Data records:
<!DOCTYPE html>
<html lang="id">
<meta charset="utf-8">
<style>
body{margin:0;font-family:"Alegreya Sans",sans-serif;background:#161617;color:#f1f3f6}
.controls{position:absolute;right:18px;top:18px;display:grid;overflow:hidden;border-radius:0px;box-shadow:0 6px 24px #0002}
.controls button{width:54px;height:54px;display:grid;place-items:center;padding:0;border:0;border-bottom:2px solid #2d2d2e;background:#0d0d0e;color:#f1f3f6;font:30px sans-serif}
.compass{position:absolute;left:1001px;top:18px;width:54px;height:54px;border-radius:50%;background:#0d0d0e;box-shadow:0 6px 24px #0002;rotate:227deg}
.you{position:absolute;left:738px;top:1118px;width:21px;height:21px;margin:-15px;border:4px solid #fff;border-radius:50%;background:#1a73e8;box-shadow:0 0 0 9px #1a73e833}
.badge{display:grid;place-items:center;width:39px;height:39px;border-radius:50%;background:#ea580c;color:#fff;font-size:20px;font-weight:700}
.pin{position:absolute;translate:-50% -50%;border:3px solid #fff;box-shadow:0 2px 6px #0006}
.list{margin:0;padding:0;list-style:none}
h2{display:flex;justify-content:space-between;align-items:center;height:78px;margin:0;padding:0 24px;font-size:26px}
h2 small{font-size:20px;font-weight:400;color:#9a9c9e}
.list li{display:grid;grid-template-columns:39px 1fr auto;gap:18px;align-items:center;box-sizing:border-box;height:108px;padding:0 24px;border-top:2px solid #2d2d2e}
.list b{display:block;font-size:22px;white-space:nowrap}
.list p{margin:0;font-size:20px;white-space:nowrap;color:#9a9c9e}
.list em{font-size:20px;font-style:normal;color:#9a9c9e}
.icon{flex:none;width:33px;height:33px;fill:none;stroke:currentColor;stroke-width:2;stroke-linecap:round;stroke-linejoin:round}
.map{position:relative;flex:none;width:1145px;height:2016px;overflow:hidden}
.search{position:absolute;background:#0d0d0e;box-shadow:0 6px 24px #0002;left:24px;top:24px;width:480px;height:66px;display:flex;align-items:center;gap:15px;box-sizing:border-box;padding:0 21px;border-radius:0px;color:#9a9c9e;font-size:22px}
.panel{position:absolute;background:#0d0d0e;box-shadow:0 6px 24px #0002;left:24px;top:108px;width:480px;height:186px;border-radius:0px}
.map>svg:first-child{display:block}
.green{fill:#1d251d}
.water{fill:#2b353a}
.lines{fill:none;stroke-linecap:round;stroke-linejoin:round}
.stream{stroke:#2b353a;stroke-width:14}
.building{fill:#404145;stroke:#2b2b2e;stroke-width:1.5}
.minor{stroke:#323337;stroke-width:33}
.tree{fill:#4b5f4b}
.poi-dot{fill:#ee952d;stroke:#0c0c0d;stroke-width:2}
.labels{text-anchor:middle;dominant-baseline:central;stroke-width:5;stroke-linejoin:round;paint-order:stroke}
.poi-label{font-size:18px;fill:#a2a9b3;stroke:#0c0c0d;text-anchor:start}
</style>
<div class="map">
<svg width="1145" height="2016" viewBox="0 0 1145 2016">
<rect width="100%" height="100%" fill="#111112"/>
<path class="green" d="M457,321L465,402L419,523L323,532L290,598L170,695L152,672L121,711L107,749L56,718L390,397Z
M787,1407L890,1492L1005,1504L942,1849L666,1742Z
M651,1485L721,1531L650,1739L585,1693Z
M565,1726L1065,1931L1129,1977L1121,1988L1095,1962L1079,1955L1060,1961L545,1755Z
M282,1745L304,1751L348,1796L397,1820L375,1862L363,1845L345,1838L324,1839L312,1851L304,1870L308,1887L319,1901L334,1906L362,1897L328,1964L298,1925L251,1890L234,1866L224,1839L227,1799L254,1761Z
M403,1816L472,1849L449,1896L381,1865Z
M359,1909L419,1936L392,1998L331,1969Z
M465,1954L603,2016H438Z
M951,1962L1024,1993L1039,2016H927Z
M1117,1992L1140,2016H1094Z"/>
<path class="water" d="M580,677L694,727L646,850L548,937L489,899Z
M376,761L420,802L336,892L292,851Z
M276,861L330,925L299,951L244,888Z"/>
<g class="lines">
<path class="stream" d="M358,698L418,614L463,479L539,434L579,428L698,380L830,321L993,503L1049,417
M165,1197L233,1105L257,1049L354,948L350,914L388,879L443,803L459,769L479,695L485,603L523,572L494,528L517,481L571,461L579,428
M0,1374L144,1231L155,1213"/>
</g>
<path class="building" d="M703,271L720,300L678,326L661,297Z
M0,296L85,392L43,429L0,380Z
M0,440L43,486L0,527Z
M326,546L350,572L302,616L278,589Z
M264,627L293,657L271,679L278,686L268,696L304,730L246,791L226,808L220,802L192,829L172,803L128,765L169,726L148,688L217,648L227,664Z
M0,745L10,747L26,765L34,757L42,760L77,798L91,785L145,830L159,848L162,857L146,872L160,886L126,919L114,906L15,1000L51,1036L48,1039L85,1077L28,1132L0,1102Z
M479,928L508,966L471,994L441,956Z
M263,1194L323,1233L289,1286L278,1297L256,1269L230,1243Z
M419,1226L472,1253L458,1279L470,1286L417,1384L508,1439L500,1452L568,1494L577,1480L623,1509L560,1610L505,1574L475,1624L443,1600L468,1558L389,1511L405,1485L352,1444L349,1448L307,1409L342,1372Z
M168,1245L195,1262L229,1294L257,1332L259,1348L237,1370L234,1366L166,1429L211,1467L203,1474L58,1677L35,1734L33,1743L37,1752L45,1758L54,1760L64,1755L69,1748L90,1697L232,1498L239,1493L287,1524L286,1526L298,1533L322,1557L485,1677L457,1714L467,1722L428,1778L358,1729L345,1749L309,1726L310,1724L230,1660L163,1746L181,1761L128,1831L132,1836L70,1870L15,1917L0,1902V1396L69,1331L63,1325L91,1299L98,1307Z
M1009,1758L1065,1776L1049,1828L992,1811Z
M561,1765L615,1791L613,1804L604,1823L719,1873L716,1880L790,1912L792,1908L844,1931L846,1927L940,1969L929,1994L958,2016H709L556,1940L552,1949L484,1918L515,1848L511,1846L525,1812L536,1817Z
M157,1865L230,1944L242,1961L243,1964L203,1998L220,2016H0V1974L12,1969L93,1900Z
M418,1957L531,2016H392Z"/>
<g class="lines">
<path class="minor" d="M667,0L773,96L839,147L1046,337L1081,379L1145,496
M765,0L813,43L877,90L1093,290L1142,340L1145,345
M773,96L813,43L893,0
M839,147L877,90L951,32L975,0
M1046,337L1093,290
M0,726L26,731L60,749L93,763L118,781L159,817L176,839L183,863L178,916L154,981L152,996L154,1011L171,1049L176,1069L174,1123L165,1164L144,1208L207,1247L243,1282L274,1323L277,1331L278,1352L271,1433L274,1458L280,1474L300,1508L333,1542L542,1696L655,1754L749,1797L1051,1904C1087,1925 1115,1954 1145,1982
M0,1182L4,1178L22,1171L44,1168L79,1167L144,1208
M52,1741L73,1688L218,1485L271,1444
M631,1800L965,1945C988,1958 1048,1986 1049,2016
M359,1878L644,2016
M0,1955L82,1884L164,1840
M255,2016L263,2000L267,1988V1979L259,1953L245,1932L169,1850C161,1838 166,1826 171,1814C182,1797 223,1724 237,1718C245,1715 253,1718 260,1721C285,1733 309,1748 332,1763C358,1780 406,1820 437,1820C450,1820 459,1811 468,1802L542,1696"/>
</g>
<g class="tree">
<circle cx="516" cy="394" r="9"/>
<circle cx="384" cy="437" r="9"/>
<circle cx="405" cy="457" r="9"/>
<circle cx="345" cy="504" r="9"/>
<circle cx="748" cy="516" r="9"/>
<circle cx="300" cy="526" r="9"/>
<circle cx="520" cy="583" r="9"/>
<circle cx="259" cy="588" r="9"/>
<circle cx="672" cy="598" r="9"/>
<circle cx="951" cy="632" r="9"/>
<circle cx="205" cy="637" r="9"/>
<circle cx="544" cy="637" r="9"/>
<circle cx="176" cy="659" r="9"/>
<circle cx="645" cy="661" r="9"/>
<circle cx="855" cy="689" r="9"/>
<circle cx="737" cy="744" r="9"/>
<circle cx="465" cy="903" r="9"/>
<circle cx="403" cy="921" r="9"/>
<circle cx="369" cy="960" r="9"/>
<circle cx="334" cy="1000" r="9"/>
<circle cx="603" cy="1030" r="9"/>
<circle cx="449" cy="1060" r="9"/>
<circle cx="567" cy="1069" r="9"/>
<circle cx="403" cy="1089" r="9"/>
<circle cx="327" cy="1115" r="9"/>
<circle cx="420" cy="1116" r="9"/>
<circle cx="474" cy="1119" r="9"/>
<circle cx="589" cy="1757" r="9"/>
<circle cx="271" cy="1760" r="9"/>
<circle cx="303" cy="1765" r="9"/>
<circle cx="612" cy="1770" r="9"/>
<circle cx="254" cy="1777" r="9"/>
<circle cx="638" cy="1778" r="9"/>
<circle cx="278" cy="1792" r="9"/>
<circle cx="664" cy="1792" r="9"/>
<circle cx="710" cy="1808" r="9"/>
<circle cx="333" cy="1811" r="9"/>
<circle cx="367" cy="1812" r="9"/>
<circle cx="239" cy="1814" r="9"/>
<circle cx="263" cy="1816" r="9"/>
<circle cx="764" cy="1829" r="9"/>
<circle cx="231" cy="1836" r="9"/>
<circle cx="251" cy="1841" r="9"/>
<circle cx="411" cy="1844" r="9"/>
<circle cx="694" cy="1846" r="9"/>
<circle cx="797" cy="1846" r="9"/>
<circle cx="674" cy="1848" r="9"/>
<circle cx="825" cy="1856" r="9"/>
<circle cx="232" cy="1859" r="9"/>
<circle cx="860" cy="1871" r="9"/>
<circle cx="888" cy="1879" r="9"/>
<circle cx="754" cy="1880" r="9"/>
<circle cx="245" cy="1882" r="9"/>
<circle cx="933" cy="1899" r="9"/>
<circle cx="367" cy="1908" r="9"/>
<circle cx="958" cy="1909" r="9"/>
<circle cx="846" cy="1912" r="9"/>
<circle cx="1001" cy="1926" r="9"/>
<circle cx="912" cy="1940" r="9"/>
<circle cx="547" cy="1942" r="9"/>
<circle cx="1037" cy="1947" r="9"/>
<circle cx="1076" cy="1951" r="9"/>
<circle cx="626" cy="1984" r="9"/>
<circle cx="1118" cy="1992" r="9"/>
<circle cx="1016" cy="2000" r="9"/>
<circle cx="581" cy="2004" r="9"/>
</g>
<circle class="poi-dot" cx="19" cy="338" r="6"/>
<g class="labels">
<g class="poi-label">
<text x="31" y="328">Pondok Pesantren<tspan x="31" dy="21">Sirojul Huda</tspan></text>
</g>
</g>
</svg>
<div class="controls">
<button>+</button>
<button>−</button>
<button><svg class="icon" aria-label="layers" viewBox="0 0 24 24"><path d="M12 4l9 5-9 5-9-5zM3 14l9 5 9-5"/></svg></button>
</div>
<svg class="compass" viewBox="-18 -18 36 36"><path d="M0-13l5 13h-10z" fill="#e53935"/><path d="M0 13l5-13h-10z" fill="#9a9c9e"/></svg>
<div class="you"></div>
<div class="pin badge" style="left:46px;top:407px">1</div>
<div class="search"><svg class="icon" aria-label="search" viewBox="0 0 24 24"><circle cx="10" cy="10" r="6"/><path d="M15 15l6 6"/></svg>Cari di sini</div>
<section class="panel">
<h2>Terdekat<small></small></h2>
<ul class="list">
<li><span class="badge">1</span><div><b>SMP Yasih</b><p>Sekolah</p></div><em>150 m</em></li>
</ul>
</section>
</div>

Activity
Make a list of all lines in the data that contain "white".

Your response
.list b{display:block;font-size:22px;white-space:nowrap}
.list p{margin:0;font-size:20px;white-space:nowrap;color:#9a9c9e}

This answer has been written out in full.